Devices of the Sixteenth Century Debtors.
By James C. Macdonald, f.s.a., Scot.
In the year 1531, a certain John Scott, residenter in the good town of
Edinburgh, was financially in a condition of chronic decrepitude. His
household goods were rapidly going to the hammer, and one creditor, bolder
than his fellows, decided to attack the impecunious personality of the
common debtor. Writs from court and messengers of the law were severally
set in motion; and on the earliest possible day one of those myrmidons
served upon the debtor personally, a writ bearing the terrible title of
“Letters of IV Forms.” The “coinless” John was therein warned that if he
failed forthwith to pay or satisfy the lawful debt, for which decreet has
gone out, he would (unless he went to prison in a peaceful way) be
declared a rebel against the King’s Majesty.
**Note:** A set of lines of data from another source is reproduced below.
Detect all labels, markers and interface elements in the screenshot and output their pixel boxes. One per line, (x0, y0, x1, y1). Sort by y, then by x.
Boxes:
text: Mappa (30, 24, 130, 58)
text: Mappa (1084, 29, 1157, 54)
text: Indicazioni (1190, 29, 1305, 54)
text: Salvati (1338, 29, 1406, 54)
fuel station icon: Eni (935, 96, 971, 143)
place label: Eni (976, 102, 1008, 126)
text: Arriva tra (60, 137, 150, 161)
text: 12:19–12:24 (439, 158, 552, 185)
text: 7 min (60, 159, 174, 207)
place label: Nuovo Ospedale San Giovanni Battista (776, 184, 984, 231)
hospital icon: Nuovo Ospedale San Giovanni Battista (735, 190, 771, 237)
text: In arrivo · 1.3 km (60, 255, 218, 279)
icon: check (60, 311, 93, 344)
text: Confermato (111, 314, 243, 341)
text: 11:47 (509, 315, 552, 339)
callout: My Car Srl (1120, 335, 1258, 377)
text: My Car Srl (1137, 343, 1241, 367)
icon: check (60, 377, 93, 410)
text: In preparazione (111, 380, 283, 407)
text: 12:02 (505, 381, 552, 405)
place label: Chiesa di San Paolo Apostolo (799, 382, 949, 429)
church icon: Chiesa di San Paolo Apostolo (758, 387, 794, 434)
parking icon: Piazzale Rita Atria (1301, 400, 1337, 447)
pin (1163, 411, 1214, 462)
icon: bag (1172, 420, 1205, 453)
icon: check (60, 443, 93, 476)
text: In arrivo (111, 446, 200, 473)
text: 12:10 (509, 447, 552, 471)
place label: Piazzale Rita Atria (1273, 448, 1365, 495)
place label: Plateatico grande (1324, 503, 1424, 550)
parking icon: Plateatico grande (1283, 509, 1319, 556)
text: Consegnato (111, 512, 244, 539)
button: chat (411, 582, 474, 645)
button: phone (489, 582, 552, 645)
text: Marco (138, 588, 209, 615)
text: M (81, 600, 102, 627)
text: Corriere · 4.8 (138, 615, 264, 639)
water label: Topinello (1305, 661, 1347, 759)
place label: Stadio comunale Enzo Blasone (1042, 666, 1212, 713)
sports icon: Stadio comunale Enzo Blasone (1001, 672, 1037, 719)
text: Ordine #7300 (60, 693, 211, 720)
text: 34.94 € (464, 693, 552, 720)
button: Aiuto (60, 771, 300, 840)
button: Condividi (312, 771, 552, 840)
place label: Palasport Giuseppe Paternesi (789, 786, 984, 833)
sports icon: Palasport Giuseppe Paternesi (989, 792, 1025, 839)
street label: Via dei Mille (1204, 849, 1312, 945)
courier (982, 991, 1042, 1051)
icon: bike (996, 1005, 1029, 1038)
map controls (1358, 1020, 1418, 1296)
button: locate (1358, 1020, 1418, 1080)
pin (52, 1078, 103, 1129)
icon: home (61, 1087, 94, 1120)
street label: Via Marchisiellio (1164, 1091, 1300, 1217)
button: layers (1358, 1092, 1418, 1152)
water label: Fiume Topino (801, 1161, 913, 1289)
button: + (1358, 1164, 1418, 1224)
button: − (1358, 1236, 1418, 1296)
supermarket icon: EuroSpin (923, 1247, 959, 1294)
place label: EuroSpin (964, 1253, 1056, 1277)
Now John reasoned with himself that payment he could not make; outlawry he
rather feared; and squalor carceris he could not endure. What was to be
done? He had heard of the horns of the Hebrew altars: how that personal
safety resulted from any manual attachment thereto. Was there some such
boon in bonny Scotland? There was Holyrood, with its sanctified abbey. It
was near; any port in such a storm. Down the Canongate, and straight to
the sanctuary he ran—all to the manifest loss, injury, and damage of his
creditors who followed, having got wind of this unique hegira from the
red-nosed city guard. In vain the creditors pleaded; equally in vain were
their threats. The canny Scot was warranted safe and skaithless against
Annoyed at his debtor’s immunity from arrest, chagrined that any money
John possessed had now been further dissipated in the Abbey admission dues
to its protection giving portals—each creditor turned sadly to his “buiks
of Compts” and superscribed over against John Scott’s name the expressive
legend “bad debt.” And this John Scott became the forerunner, de facto,
of a long line of “distressed” persons. Nay more, he secured an
immortality as lasting as that of the sovereign whose solemnly sounding
“Letters of IV Forms,” he spurned and left unanswered.
A generation later, and another new way of paying old debts is placed on
record. To balance international honours it is of Anglican origin.
Scoggan, the jester of the Elizabethan court, falls into financial
distress. He borrows £500 from the Queen—mirabile dictu. Only a fool
would have tried such a thing. It was put down as a “short loan,” but it
soon became clear to the royal lender that its longevity would outlast her
reign. To all demands the clownish borrower smilingly cried “long live the
queen,” until at last his existence as court fool was in danger of being
ended. But he would rather die than be evicted; and die he did. He became,
theatrically speaking, defunct.
The late Scoggan was accordingly borne, to solemn music, past the royal
garden; and the queen, seeing the mournful show—and knowing nought of its
hollowness—asked whose it was. “Scoggan, Your Majesty,” was the reply.
“Poor fellow,” she exclaimed, “the £500 he owed me I now freely forgive.”
Whereupon the “defunct” sat up and declared that the royal generosity had
given him a new lease of life. “Thou rogue,” said the queen, “thou art
more rogue than fool. Thou hast improved upon the plan of that John Scott,
who, in the reign of my late cousin of Scotland, as Sir James Melvil tells
me, got rid of the oldest debt and the longest loan.”